Exercise prompt:
Wherever the word "stream" appears in a line of the records, copy that line.

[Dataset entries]

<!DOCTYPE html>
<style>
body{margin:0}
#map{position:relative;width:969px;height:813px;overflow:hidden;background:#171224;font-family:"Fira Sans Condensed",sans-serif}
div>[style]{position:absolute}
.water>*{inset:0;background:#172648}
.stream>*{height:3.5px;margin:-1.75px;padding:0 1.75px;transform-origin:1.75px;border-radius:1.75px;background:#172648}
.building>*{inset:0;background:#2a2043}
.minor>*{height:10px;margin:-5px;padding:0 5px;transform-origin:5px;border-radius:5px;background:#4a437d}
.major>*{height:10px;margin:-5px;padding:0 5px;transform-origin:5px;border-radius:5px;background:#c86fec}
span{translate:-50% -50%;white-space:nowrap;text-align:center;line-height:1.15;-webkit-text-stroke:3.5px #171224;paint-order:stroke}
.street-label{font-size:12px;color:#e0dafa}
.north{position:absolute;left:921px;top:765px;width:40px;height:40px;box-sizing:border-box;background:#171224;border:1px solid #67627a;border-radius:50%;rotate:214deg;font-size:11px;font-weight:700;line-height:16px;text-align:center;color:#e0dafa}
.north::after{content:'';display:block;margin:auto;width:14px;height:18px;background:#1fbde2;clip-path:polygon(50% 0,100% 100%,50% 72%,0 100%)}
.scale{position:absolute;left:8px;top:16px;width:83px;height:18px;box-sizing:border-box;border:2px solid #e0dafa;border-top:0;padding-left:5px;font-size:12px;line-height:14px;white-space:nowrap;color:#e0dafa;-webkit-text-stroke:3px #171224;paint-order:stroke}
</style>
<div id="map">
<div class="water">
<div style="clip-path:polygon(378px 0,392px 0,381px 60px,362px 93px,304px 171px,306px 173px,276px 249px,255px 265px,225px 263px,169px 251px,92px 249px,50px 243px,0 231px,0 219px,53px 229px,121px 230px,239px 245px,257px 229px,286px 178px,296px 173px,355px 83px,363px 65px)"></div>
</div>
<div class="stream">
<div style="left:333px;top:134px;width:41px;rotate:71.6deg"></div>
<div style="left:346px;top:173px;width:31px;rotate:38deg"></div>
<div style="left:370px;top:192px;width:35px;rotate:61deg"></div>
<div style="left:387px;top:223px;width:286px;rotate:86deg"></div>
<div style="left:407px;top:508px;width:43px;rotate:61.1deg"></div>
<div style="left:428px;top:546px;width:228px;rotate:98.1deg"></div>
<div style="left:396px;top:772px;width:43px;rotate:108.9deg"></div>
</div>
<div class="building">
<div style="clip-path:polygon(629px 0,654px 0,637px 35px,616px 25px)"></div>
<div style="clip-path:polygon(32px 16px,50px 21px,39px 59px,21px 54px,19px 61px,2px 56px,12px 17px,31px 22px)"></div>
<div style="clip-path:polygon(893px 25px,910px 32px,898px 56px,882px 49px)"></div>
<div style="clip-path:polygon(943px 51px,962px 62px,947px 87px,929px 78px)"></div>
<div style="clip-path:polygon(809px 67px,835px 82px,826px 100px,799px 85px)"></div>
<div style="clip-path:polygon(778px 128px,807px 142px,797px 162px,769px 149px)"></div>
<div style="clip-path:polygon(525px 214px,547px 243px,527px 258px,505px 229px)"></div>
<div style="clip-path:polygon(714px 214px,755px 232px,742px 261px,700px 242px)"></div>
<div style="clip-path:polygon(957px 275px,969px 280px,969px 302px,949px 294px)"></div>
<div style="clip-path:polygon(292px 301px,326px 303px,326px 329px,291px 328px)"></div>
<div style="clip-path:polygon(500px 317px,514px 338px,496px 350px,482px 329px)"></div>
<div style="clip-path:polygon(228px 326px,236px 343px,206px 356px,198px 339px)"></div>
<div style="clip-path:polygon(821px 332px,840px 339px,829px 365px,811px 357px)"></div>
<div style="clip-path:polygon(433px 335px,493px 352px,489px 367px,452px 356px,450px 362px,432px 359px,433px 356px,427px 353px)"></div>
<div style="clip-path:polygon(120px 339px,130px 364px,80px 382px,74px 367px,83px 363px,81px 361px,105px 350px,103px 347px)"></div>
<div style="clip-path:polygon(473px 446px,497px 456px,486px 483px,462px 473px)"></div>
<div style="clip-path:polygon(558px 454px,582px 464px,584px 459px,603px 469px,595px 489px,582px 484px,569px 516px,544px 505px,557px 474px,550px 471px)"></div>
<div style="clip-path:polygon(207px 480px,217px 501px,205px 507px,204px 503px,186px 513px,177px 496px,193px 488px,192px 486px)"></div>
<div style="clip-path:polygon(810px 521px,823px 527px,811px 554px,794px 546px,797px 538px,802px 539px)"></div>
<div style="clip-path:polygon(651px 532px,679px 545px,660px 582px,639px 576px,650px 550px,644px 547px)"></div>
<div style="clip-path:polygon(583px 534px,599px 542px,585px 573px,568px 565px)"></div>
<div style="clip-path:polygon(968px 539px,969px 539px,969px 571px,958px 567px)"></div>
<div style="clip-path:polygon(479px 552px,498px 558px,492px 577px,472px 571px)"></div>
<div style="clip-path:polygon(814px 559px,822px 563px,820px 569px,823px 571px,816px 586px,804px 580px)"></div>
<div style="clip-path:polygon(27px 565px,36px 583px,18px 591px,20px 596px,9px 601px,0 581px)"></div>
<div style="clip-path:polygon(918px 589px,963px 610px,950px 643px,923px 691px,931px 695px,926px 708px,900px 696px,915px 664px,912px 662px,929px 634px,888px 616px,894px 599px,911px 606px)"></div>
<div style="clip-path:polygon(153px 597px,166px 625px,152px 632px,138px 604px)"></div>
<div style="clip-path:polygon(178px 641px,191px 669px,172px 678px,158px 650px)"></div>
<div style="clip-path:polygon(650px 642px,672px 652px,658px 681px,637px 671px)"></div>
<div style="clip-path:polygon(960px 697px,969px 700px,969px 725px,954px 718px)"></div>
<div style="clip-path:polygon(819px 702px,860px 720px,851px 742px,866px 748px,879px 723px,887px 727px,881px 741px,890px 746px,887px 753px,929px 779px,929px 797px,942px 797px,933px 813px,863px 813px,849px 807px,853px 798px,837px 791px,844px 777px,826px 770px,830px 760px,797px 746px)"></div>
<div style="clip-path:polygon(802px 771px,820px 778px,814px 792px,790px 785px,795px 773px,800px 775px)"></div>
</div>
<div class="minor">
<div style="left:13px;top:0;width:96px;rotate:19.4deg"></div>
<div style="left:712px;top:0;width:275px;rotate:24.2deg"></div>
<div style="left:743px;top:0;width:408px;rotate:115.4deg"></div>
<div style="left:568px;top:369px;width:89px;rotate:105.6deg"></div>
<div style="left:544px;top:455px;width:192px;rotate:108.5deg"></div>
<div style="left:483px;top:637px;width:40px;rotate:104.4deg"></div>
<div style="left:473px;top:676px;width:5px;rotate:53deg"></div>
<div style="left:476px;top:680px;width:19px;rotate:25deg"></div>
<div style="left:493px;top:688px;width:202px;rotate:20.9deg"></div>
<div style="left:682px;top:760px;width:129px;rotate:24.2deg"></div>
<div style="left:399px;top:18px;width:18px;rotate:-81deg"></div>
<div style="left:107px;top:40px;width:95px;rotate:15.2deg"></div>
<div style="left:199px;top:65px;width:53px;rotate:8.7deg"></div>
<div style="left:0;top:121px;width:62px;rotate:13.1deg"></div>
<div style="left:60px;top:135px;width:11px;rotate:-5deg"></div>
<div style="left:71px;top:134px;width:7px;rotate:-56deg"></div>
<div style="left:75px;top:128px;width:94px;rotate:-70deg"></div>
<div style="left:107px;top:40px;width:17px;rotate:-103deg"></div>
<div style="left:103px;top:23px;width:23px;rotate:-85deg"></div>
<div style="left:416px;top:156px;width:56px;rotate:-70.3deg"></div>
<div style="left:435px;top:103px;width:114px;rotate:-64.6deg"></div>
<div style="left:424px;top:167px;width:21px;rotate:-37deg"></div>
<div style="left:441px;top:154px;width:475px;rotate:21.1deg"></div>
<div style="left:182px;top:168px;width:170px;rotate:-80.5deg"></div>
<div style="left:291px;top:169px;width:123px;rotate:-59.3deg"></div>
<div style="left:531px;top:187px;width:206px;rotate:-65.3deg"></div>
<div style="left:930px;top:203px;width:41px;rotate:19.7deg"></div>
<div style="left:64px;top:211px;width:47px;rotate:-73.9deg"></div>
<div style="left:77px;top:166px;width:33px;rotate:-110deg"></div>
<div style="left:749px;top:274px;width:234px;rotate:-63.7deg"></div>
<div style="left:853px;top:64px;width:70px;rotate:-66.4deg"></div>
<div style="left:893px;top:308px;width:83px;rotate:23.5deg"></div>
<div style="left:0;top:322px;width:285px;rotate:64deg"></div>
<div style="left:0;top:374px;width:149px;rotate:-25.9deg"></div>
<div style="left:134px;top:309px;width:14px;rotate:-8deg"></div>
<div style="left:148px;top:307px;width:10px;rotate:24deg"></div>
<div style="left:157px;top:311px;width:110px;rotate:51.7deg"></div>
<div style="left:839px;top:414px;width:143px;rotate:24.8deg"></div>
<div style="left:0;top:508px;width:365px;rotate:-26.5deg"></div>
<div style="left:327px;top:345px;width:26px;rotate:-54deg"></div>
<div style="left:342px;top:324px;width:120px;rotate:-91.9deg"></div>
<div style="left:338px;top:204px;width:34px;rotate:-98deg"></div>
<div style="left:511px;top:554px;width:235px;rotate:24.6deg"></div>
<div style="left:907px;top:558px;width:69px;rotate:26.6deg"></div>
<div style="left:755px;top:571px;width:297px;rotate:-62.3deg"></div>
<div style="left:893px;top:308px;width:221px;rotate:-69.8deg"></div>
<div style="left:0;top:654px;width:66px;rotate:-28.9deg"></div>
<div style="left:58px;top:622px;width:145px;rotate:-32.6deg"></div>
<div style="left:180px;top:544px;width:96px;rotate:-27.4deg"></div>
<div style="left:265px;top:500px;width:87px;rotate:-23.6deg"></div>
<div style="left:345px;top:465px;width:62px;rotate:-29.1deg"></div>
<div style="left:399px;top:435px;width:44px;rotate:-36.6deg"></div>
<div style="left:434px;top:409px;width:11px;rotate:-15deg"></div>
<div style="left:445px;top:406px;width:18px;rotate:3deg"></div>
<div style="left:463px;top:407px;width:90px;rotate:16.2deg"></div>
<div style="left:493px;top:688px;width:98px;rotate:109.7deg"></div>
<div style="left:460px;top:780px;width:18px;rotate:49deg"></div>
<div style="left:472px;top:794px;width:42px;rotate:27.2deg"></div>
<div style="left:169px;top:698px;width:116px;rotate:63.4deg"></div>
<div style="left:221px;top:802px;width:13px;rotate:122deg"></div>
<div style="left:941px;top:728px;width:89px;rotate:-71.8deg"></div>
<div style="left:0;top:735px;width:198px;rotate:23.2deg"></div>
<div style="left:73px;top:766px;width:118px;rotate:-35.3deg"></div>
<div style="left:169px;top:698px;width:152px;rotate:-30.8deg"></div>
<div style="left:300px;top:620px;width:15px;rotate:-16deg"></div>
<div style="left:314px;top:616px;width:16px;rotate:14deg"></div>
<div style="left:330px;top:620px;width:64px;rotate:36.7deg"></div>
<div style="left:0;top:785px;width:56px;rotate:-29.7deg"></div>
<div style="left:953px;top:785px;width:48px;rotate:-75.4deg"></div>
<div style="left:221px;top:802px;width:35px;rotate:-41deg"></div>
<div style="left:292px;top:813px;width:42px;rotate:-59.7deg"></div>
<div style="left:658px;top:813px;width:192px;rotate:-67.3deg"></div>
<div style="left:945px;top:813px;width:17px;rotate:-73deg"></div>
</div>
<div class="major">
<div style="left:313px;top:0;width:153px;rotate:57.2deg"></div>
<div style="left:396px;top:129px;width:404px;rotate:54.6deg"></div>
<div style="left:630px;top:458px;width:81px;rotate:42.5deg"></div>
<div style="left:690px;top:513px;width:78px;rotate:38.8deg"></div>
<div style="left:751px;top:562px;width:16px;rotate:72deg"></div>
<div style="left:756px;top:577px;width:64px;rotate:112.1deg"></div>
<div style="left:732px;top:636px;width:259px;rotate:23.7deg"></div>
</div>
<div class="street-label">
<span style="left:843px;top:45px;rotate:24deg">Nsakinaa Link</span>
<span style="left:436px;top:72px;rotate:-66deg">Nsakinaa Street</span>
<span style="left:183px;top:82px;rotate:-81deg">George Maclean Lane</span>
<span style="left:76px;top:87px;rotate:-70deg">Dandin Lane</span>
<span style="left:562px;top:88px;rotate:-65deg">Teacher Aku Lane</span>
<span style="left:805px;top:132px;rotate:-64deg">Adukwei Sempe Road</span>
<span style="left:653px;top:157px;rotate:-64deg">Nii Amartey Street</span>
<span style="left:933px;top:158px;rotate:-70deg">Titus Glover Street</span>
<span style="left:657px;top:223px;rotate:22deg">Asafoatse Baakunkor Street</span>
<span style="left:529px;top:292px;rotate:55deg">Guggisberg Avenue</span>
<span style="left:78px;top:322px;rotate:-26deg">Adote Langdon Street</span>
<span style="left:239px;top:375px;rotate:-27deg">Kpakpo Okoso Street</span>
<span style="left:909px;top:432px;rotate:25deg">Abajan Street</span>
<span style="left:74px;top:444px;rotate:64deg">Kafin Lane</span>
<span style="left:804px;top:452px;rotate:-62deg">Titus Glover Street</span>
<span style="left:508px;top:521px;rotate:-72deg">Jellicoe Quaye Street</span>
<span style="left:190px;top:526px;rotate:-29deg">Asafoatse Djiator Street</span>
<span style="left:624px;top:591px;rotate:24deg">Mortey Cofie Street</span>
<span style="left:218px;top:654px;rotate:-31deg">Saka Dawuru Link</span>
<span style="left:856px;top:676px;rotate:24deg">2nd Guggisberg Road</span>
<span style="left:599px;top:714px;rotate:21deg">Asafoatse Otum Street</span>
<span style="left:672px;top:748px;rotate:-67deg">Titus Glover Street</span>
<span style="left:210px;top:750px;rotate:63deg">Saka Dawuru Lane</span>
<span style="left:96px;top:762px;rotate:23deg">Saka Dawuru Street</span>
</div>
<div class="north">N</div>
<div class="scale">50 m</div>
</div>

Answer below:
.stream>*{height:3.5px;margin:-1.75px;padding:0 1.75px;transform-origin:1.75px;border-radius:1.75px;background:#172648}
<div class="stream">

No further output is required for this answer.